O que se desenrola a seguir é uma sucessão de infortúnios. Ruthye é subestimada e ludibriada em sua busca por contratar um mercenário, mas o verdadeiro caos se instala quando o próprio alvo de sua vingança, Krem, entra em cena. Num ato de covardia, ele fere Krypto, o fiel supercão, com uma flecha envenenada e rouba a nave de Kara para escapar do planeta. A kryptoniana, que inicialmente relutava em se envolver, vê seu senso de bondade convergir com uma fúria pessoal: ela acaba por se compadecer da jovem e aceita a aliança, agora motivada não apenas pela justiça, mas pela necessidade urgente de caçar o vilão para salvar a vida de seu companheiro animal e recuperar seu único meio de voltar para casa.
A partir desse ponto, o que vemos é um enredo que não tem pressa em se desenrolar. A trama flui de maneira a nos entregar a origem de nossa heroína, as aventuras compartilhadas com Ruthye e as lições que ambas aprendem durante a jornada.

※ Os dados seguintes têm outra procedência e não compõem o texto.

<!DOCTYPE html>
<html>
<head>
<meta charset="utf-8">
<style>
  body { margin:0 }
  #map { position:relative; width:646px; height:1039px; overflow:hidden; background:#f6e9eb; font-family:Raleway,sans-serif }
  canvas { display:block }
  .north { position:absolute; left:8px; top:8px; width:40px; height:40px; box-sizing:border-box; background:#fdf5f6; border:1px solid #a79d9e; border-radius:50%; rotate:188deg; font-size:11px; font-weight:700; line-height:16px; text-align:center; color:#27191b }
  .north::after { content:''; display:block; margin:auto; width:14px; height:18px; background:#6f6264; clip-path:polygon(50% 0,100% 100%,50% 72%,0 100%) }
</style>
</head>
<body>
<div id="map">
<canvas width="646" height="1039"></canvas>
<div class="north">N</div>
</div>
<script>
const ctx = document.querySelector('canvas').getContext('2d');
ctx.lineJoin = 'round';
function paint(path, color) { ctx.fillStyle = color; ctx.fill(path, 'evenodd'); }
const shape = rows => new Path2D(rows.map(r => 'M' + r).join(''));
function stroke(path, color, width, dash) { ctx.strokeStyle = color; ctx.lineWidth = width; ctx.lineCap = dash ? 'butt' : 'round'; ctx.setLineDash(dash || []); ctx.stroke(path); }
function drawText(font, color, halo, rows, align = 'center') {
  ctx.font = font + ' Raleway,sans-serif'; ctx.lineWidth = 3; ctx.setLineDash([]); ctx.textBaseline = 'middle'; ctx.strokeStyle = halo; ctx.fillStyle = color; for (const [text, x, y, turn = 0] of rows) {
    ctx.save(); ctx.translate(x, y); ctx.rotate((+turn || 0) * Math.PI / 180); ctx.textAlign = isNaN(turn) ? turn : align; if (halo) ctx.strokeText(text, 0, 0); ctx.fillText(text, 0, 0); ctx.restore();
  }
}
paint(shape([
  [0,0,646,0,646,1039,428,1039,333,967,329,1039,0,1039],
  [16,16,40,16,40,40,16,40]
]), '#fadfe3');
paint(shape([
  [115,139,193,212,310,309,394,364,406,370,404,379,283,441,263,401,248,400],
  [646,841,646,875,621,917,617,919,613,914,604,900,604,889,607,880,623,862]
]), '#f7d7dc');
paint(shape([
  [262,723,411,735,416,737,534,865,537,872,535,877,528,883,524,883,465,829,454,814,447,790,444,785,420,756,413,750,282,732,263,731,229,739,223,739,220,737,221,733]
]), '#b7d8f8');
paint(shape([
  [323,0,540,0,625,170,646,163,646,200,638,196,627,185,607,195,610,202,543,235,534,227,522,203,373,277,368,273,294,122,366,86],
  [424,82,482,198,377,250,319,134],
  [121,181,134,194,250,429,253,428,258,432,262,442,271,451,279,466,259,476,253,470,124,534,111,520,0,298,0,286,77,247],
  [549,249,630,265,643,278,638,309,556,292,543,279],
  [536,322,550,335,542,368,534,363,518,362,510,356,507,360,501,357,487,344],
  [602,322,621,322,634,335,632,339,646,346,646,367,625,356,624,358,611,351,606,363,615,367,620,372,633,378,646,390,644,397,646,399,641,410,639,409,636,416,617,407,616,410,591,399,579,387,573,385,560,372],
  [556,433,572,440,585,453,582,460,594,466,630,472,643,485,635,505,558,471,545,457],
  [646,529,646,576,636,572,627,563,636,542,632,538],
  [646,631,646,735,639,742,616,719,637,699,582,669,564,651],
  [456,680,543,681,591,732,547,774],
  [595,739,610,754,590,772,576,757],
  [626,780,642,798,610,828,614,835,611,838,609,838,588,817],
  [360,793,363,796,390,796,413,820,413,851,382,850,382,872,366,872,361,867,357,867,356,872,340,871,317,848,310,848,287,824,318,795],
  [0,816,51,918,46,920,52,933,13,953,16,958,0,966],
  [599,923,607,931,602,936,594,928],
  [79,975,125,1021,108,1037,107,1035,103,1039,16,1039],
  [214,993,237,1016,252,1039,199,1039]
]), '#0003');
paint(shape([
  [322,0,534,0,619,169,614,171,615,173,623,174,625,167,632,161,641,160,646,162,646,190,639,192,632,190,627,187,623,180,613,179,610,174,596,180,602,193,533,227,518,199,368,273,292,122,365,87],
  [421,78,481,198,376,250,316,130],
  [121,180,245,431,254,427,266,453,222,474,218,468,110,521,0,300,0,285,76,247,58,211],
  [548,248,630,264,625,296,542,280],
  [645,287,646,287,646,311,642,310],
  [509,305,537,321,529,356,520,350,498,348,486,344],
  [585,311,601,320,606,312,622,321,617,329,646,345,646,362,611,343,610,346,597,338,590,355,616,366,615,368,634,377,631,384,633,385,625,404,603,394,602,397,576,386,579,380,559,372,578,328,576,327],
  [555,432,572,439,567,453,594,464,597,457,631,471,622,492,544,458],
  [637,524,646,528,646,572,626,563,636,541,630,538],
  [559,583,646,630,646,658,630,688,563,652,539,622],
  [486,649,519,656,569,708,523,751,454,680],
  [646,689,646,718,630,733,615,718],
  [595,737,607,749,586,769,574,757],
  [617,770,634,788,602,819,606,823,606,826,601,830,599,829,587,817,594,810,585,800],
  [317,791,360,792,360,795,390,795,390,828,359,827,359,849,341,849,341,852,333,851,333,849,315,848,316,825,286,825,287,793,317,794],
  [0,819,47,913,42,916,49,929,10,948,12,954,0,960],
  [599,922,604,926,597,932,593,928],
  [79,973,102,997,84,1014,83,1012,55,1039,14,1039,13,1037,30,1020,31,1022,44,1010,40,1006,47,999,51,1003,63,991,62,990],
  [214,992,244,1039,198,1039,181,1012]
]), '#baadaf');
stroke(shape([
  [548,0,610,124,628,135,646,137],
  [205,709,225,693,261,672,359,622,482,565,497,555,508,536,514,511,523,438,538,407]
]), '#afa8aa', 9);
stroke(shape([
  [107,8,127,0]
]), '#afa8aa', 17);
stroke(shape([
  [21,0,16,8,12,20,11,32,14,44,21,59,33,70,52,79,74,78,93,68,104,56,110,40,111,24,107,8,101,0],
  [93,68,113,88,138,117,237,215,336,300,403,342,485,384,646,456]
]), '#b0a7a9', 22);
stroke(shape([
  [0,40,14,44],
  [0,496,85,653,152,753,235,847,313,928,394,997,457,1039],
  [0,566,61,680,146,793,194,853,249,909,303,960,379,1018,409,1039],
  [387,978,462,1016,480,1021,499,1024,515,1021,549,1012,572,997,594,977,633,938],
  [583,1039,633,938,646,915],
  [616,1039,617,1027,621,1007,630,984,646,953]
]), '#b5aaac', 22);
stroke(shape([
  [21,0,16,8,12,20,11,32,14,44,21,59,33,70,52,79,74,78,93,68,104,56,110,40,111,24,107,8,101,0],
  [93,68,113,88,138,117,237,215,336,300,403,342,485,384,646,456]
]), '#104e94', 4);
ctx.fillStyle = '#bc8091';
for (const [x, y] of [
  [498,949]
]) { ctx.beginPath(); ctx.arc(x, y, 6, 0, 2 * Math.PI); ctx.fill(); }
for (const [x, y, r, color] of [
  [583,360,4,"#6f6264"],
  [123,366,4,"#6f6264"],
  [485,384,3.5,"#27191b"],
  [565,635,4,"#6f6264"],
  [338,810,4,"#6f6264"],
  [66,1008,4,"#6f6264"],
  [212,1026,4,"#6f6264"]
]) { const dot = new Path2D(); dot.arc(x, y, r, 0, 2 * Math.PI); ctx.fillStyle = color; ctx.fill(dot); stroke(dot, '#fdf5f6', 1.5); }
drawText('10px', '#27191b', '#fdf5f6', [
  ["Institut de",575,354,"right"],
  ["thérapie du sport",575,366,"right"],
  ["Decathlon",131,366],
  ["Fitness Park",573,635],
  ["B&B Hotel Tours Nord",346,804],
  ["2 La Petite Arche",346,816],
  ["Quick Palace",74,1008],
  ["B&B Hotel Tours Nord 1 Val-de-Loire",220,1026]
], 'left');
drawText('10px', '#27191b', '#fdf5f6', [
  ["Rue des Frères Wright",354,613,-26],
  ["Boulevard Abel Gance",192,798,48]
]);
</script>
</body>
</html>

Há passagens nessa jornada que foram profundamente comoventes para mim. Destaco, por exemplo, o momento em que Ruthye utiliza um banheiro funcional pela primeira vez — um luxo impensável em seu mundo de origem, agora disponível a bordo da nave estelar. Ruthye, que atua como a voz narrativa da trama (e aqui, permitam-me o olhar de professor: se esta obra fosse um poema, ela seria, indubitavelmente, o nosso eu lírico), descreve sua rotina anterior com uma franqueza brutal. A higiene de sua família, embora não fosse nula, era precária, marcada pela escassez e pela dureza da vida no campo. Nesse trecho específico, a interação ganha contornos de ternura: Kara a ensina a lavar as mãos com sabonete e água quente, algo trivial para nós, mas revolucionário para a menina. Quando a kryptoniana indaga sobre a sensação experimentada, somos levados a refletir sobre o impacto que esse gesto provoca. Para alguém que sempre teve acesso a tão pouco, a oportunidade simples e genuína de se limpar com dignidade, sentindo o calor e a espuma, transcende a higiene; torna-se uma experiência de cuidado e humanidade. Por fim, eu poderia elencar todos esses elementos presentes na narrativa, mas contento-me em afirmar que todo o enredo, de maneira geral, é muito bem construído. Ao contrário do que li até o momento, nenhuma seção é menos importante ou enfadonha; mesmo capítulos específicos, como o 4 ou o 5, são essenciais para que tivéssemos um desenvolvimento completo das personagens — que têm muito em comum, mas ainda assim são bem diferentes. Acredito que o leitor encontrará nas páginas escritas por Tom King e ilustradas pelos brasileiros Bilquis Evely e Matheus Lopes uma estória envolvente e cativante, que resgata o nosso senso de humanidade e nos transporta para um mundo que, talvez, não seja tão diferente do nosso se olharmos com atenção. Ah, claro, não poderia deixar de afirmar: Kara, de fato, tem um senso de justiça mais apurado que o de Kal-El. E vou além: a estória dela se sustenta muito bem sem a dele.
Ficha Técnica
Título no Brasil: Supergirl: A Mulher do Amanhã Título Original: Supergirl: Woman of Tomorrow Roteiro: Tom King Arte: Bilquis Evely Cores: Matheus Lopes Editora Original: DC Comics Editora no Brasil: Panini Comics Ano de Publicação (EUA): 2021–2022 (originalmente serializada em 8 edições) Ano de Publicação (Brasil): 2022 (edição encadernada) Formato: Capa dura, colorido (17 x 26 cm) Número de Páginas: 224 páginas Gênero: Ficção Científica, Aventura, Drama Destaque: Vencedora do Prêmio Eisner 2023 de Melhor Minissérie. A arte de Bilquis Evely também foi indicada ao prêmio de Melhor Desenhista/Arte-finalista.